How kitchens became the heart of the home

Image of a family enjoying cooking a pizza together
Take another little pizza my heart now baby
"Everyone likes to get involved in the cooking these days so the kitchen has become much more of a communal space where everyone wants to spend time" Katy Orme, Interiors blogger
  • | by Abbie Laughton-Coles

Where do you spend the majority of your time kicking back and relaxing chez toi? Chances are it's in the heart of the home - the kitchen.

Gone are the days of having separate living, cooking and dining spaces. After all, why have a room with one measly function, when it can have three?

It would seem we're all in agreement too, because according to research by, fitting a new kitchen has been named as the UK's top home improvement of the last five years.

But how exactly did it make the jump from meal preparation central to socialising hub? Let's take a look...

Disco decor

Image of a group of retro firends enjoying a '70s style kitchen

Prior to and during the beginning of the the groovy 1970s, the kitchen was a very functional area of the home, reserved for perfecting a premium prawn cocktail or creating a visionary vol-au-vent, out of sight from  guests.

But back then the kitchen as we know it today was just in its infancy.

At the beginning of its metamorphosis towards the glittering multi-purpose butterfly that it resembles today.

The '70s saw kitchens increase in area, occupying a larger percentage of the home as family and friends congregated for a natter around their brand new two-slice toaster. Fancy!

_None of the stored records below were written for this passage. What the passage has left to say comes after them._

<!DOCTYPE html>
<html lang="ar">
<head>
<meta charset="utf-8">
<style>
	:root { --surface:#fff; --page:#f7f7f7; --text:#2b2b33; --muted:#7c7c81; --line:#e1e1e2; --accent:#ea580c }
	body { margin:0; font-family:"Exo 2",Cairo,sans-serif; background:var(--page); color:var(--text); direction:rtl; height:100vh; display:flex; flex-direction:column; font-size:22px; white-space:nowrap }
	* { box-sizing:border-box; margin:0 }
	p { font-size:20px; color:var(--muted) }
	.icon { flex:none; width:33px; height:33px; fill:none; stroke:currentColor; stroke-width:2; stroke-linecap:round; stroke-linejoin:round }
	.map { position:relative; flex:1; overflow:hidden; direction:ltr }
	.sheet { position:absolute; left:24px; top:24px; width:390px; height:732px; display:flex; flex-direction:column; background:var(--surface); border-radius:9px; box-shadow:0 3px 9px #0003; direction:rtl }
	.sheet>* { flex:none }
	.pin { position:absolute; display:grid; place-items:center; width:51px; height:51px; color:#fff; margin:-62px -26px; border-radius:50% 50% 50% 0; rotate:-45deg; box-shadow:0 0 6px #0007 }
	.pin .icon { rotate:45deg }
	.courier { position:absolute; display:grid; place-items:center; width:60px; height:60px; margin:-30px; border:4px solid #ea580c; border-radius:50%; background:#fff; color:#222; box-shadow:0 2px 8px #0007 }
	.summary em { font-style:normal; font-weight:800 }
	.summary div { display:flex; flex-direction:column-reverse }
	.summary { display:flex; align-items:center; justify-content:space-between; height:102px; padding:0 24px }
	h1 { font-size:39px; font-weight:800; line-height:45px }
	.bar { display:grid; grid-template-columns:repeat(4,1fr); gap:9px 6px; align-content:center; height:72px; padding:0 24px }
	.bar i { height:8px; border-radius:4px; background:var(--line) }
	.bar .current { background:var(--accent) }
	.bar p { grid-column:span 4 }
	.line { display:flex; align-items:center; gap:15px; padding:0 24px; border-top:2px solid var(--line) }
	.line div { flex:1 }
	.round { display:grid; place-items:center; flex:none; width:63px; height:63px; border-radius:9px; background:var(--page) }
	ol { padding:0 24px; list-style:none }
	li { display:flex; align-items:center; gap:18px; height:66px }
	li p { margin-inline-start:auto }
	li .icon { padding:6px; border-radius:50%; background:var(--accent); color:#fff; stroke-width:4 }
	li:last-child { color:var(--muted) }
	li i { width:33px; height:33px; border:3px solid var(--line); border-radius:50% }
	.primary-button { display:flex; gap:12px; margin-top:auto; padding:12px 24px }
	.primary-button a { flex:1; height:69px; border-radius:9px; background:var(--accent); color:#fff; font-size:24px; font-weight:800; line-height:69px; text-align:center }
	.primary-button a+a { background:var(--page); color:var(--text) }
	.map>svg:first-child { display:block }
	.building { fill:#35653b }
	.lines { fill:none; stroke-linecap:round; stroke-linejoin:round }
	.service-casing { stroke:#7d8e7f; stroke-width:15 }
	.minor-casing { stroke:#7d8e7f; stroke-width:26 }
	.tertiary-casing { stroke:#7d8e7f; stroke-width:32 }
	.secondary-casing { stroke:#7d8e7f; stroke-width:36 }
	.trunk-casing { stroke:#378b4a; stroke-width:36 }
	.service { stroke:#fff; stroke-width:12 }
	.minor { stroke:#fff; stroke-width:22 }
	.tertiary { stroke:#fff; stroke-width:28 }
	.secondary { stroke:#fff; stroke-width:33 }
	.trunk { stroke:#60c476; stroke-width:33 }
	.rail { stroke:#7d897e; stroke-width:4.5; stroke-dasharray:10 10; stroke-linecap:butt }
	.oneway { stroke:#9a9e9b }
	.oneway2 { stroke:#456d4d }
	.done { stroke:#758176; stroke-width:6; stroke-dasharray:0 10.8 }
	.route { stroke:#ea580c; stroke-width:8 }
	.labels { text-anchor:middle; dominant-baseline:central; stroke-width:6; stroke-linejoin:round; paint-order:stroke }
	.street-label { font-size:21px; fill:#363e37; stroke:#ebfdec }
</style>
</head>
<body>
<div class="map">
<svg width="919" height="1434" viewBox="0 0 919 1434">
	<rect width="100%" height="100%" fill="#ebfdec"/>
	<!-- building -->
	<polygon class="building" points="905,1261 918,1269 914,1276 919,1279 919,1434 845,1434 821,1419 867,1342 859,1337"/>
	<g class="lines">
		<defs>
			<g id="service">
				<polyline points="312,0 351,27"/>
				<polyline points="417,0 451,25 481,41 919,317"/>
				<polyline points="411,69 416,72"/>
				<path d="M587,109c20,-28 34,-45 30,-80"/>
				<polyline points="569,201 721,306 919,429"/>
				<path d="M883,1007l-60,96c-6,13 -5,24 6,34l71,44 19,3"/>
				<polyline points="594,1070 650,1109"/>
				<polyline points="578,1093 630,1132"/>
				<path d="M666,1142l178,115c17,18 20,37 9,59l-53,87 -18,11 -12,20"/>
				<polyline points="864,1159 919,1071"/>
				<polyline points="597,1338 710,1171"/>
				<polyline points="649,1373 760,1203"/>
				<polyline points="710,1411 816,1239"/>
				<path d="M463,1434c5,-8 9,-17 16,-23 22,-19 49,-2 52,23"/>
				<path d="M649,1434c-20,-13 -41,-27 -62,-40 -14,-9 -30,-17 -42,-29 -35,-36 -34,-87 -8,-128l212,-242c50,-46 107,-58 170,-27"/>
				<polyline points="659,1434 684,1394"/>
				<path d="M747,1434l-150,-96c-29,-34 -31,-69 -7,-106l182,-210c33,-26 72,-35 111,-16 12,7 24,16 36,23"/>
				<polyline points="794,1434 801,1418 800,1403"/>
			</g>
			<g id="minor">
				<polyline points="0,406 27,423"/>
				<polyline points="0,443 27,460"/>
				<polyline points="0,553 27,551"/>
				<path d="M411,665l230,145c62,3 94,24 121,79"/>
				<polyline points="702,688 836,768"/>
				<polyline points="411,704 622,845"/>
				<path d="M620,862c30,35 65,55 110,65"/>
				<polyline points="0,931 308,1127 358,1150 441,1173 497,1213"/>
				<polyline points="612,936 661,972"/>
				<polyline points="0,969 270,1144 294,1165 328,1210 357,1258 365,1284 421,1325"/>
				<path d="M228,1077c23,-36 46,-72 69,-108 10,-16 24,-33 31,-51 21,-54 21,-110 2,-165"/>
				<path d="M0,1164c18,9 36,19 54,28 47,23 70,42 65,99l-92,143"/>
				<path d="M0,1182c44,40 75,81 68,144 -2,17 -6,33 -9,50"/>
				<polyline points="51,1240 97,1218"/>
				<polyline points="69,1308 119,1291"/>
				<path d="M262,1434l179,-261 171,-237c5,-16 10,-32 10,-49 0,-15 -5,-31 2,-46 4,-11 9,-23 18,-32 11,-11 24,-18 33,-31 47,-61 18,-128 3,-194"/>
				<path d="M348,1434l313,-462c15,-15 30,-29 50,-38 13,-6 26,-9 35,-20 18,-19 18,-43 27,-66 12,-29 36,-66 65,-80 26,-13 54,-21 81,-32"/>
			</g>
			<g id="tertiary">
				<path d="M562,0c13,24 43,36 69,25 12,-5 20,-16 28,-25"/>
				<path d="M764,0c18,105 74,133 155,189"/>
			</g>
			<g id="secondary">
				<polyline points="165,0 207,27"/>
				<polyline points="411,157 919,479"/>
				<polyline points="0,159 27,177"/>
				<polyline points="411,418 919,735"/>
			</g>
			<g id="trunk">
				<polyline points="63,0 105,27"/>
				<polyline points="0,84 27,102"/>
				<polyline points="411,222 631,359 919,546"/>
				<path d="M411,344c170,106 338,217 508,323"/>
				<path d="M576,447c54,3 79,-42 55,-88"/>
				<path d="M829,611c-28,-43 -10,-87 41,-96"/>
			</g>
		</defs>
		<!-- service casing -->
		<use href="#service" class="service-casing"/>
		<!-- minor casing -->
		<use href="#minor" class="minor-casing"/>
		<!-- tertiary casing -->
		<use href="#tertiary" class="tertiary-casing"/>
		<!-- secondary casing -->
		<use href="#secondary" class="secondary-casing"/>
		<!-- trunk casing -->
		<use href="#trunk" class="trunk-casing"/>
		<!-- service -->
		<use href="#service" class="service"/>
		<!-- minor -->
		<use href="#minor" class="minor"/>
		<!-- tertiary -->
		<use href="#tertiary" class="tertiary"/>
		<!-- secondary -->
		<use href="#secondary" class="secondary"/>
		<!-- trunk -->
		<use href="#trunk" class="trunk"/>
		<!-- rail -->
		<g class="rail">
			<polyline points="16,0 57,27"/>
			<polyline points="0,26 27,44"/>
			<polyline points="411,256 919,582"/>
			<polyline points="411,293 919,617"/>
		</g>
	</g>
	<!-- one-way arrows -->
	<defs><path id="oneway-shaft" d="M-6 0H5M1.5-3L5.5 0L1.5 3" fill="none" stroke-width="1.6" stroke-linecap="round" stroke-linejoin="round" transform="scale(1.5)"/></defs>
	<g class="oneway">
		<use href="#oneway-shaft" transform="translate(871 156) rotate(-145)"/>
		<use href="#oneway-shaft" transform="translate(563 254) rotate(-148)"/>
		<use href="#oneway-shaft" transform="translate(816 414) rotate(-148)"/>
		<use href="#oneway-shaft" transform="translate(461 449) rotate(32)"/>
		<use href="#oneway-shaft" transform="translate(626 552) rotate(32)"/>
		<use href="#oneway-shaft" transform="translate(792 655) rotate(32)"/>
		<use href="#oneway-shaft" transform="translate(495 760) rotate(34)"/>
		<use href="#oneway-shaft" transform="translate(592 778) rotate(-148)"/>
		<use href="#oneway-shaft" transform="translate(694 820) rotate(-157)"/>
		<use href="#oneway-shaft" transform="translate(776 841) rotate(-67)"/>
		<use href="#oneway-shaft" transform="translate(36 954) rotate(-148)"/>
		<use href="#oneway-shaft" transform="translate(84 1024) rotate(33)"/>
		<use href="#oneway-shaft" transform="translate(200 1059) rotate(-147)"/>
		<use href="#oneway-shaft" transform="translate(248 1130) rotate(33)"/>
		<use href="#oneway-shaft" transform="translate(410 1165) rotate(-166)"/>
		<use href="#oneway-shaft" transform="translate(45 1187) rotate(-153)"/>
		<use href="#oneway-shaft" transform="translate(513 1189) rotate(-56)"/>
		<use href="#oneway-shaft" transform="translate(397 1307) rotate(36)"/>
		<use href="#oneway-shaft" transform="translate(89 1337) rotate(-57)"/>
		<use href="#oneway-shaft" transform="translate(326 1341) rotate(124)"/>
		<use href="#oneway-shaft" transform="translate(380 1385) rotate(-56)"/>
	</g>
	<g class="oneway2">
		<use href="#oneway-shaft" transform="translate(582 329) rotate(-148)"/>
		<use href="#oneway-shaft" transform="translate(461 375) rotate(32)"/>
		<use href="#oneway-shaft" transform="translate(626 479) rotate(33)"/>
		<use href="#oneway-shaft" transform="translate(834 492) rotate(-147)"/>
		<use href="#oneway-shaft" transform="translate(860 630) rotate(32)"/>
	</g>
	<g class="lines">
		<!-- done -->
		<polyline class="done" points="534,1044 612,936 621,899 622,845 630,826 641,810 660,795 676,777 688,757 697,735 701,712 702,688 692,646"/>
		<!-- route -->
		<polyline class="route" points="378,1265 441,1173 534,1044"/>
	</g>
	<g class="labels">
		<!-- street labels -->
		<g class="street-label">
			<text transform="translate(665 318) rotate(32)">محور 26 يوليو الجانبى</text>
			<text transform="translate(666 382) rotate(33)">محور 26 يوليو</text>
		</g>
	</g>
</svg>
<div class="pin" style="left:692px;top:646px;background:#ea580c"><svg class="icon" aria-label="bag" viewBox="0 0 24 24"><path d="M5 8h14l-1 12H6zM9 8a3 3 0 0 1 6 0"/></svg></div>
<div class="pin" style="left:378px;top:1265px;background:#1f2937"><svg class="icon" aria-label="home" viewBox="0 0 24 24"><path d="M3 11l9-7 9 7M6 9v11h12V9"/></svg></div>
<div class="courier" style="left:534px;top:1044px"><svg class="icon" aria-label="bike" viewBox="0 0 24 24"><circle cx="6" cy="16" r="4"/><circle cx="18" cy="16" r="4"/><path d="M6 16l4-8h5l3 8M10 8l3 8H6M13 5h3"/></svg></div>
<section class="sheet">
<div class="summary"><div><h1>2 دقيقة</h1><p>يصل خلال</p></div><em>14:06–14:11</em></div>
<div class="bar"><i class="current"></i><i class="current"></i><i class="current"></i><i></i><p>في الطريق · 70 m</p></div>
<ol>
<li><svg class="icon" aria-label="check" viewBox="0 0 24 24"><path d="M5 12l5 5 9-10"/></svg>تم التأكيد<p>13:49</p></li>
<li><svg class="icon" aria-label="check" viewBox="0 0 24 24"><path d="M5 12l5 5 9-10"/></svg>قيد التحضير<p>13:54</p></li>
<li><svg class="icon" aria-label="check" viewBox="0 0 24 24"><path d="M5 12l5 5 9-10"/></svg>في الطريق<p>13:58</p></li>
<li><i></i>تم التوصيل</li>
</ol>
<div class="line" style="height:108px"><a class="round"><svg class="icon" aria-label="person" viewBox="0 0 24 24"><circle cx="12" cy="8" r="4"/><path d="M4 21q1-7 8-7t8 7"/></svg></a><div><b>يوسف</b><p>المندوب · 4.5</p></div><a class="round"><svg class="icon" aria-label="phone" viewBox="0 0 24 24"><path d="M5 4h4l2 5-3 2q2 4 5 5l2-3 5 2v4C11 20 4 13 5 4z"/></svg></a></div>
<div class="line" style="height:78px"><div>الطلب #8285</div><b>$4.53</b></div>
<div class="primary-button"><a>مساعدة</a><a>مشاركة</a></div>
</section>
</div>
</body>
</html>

Becoming open to open-plan

Image of an '80s style kitchen

Sick of being stuck in the kitchen while everyone else was living it large elsewhere in the house, the '80s saw home cooks get in a right huff and revolt against being confined in their self-made prison of cuisine.

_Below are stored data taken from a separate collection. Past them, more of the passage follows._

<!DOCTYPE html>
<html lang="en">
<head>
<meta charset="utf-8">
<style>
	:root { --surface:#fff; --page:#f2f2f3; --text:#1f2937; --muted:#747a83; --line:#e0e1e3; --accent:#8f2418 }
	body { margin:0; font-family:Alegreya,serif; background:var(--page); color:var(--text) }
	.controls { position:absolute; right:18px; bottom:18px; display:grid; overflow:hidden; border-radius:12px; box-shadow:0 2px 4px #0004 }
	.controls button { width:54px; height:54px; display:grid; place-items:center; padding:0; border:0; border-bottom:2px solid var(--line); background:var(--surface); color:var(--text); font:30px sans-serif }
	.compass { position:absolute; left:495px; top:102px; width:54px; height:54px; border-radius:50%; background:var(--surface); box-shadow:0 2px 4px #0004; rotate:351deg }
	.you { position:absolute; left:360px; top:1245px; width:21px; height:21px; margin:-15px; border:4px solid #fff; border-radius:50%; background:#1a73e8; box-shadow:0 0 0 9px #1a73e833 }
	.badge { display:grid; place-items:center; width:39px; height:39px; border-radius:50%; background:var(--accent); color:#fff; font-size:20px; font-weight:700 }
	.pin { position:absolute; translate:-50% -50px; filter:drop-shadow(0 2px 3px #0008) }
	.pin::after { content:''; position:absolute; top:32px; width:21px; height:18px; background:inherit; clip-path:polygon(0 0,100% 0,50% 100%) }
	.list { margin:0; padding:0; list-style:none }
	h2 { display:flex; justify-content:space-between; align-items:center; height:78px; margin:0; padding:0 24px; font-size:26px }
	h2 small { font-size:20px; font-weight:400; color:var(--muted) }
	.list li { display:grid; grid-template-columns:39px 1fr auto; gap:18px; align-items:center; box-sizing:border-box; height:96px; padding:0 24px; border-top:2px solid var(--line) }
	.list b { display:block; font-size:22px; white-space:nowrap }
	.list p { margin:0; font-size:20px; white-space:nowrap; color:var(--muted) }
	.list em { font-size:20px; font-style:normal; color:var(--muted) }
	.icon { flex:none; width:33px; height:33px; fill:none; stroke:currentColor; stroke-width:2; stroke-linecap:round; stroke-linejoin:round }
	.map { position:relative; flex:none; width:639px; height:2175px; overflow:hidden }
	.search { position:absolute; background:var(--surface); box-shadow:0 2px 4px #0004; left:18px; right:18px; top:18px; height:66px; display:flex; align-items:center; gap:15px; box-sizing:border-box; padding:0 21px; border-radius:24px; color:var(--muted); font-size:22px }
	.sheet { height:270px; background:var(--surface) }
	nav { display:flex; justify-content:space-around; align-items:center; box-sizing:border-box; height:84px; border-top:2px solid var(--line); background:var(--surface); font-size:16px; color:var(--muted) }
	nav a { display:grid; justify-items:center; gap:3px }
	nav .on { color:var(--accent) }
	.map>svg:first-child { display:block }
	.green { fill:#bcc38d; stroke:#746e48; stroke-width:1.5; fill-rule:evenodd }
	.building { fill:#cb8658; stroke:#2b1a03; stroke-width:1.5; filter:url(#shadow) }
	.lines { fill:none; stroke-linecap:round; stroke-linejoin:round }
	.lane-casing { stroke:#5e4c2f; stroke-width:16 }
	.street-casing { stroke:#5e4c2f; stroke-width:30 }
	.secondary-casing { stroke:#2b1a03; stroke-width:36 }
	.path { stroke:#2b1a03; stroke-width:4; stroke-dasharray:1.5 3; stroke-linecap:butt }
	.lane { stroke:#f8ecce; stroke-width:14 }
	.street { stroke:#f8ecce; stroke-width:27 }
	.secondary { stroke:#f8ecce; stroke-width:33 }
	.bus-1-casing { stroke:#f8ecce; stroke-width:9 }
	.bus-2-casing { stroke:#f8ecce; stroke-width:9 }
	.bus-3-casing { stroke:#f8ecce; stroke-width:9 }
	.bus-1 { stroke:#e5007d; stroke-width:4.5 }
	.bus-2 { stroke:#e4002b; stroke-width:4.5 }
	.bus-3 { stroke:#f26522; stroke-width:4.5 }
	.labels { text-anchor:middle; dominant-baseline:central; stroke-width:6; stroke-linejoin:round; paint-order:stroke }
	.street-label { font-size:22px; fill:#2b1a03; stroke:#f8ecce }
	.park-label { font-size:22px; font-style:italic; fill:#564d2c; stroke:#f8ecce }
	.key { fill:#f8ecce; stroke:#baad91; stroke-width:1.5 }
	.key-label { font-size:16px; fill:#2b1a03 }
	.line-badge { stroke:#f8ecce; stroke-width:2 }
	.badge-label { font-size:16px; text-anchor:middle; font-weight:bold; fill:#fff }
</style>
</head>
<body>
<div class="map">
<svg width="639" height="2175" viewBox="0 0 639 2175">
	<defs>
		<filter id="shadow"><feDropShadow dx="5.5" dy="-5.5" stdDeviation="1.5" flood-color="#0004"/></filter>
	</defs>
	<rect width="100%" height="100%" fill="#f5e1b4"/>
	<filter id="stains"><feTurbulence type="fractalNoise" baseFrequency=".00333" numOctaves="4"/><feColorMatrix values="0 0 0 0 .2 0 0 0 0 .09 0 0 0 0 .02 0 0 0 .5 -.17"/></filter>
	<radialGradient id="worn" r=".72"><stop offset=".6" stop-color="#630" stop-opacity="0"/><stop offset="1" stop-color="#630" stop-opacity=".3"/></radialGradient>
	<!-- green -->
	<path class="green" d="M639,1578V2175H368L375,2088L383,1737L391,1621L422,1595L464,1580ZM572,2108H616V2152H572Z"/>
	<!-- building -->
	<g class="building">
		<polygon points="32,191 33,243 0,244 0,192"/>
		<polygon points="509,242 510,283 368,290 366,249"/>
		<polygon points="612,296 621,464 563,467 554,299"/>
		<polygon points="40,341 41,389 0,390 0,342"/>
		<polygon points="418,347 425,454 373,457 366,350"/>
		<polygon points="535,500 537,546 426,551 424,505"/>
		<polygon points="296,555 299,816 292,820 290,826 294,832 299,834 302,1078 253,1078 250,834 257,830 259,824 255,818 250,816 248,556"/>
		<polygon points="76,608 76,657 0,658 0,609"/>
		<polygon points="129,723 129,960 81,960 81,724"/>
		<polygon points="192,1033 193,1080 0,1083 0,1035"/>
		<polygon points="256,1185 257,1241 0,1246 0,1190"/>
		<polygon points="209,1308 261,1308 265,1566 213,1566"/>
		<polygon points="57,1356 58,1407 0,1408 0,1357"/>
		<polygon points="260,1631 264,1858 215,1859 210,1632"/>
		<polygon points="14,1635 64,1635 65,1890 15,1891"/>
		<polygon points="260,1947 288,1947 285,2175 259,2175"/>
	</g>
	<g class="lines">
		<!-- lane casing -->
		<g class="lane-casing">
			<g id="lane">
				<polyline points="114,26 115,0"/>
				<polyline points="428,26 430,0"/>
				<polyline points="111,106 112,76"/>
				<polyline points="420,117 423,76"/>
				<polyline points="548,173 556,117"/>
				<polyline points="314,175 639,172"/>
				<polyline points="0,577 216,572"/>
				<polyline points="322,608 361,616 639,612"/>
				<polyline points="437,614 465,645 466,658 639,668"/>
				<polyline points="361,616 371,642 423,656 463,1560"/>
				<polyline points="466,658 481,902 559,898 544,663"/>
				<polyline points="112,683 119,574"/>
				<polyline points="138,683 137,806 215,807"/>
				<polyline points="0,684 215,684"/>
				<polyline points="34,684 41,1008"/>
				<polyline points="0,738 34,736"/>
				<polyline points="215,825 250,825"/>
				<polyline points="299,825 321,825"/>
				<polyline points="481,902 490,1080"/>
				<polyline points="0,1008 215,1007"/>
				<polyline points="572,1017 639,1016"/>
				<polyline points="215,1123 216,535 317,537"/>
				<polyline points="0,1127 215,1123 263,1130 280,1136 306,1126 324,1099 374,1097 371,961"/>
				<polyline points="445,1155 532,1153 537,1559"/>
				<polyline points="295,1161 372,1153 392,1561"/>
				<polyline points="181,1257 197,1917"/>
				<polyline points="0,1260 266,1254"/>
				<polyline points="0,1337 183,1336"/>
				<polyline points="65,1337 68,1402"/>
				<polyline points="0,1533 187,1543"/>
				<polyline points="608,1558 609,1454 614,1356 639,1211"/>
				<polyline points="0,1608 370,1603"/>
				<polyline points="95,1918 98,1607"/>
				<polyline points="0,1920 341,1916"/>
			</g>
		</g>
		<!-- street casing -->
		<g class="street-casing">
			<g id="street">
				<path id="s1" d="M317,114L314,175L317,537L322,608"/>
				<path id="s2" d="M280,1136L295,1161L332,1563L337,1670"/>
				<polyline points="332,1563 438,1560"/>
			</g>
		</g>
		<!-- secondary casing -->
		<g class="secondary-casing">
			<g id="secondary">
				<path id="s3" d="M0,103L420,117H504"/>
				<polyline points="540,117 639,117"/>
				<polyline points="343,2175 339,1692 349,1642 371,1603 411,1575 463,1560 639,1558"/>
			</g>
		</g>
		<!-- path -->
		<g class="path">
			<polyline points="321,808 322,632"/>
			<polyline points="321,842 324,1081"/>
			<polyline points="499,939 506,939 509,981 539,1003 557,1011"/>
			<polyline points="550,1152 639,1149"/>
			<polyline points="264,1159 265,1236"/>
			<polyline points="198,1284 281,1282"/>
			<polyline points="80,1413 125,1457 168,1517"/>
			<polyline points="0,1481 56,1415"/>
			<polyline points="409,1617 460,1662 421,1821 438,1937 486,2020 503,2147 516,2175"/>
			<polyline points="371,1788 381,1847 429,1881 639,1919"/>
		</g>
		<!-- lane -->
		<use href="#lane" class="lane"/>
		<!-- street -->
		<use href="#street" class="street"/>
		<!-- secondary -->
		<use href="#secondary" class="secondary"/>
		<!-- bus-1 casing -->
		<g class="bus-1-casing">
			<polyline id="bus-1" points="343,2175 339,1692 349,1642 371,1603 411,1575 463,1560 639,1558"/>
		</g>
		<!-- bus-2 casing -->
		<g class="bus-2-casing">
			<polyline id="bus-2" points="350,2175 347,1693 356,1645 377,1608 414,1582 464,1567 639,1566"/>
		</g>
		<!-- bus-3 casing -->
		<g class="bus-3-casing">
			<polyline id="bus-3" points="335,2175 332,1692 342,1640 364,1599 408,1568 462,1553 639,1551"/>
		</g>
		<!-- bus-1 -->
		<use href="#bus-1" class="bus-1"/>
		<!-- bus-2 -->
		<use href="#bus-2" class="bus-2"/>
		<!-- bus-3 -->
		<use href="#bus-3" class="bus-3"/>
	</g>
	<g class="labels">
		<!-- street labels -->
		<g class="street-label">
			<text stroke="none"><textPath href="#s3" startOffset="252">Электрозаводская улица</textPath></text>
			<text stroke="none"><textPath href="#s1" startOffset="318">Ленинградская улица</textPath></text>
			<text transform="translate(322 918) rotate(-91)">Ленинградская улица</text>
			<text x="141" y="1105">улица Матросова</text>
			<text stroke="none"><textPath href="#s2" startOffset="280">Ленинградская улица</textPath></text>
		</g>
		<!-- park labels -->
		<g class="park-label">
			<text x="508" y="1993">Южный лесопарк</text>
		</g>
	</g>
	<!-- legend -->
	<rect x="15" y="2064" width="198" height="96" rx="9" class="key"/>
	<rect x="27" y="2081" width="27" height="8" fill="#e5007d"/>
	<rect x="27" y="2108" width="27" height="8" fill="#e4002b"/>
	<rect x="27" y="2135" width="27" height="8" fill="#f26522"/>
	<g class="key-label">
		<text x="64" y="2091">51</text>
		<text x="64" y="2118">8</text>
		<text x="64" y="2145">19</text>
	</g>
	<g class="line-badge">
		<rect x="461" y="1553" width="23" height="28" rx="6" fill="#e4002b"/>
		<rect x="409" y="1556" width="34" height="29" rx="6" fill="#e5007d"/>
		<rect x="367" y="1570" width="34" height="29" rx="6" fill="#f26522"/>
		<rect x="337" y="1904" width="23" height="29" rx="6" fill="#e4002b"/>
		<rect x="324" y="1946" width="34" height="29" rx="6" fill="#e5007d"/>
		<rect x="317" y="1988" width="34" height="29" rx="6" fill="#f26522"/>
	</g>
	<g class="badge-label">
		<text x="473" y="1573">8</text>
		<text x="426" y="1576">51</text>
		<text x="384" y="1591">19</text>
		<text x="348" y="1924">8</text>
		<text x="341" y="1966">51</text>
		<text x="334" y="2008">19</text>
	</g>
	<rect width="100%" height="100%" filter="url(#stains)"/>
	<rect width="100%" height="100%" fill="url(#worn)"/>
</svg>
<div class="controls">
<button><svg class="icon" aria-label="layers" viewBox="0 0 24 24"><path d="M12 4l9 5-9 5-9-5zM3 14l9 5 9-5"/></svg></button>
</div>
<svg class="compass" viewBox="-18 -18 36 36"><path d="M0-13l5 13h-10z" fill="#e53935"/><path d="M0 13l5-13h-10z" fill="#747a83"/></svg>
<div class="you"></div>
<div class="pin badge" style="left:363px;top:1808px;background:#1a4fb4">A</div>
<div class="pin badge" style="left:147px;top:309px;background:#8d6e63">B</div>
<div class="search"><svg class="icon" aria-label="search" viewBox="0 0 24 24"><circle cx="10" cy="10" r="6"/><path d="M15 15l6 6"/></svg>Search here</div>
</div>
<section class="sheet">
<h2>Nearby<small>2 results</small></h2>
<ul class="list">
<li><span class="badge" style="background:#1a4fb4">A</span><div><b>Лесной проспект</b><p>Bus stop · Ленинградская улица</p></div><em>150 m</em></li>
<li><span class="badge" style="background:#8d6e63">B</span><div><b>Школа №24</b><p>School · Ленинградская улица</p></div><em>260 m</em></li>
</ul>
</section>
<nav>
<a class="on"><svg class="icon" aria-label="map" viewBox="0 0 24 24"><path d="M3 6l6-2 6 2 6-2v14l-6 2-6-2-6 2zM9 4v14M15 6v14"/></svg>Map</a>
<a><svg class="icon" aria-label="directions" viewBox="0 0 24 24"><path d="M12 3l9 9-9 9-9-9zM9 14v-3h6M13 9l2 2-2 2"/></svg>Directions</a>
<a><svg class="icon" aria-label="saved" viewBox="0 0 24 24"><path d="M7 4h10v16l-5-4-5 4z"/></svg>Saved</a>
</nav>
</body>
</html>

And lo! So it came to pass that open-plan hit the mainstream.

Breakfast bars and dining tables in the kitchen became an integral part of the décor du jour.

Family and friends alike perched nonchalantly sipping a Singapore sling with Frankie Goes to Hollywood pumping out their new-fangled CD players. Life was great.

Cooking became more of a social activity rather than a necessary routine to provide sustenance for the whole family and the kitchen, slowly but surely, became the epicentre of the home.

Right here, right now

Image of a modern open plan kitchen

The '90s and 2000s further cemented the kitchen as the prime part of a house, embracing its diverse uses and celebrating them to their fullest.

Today the kitchen reigns supreme, giving estate agents everywhere a reason to rub their hands together with glee as a kitchen-cum-dining room is viewed as a good thing, rather than a shabby excuse for not having enough living space.

Not only has our attitude to dining relaxed over the years, but our need to socialise has increased, meaning that separate dining and living areas can be more of a hindrance than a desirable quality. 

Home is where the food is

Image of a family cooking up a storm

But there must be another reason why we've adopted a more casual approach to living space.

Katy Orme of interiors and DIY blog Apartment Apothecary, has her own theory on why the kitchen has become so prominent in our property checklist. She said: "I think the main reason that the kitchen has become an ever increasingly important part of the home is that our love of good food has grown.

"Everyone likes to get involved in the cooking these days so the kitchen has become much more of a communal space where everyone wants to spend time."

And we very much suspect she's right, what with the bumper crop of food programmes dominating the television schedule nowadays.

Taking inspiration from the Heston Blumenthals and Mary Berrys of the world has never been easier and perfecting that pulled pork recipe takes time and patience, so no one wants to do it holed up away in a teeny kitchen.

Time sensitive

Image of a group of friends cooking pasta

In this busy 21st century life, it just seems like a natural progression to combine two important and time consuming parts of our day (eating and relaxing, of course) to create a 'super space', if you will.

Orme said: "We all like to be as flexible as possible and are short on time and space so it seems a waste to have a separate dining room; the kitchen has evolved into a living room that meets all our needs."

So it seems that the kitchen has grown into the stand-out hero of our home, becoming many things to many people. And we couldn't be happier - after all, that's where the food and booze is...

Let's all just agree to keep the bathroom completely a separate entity though.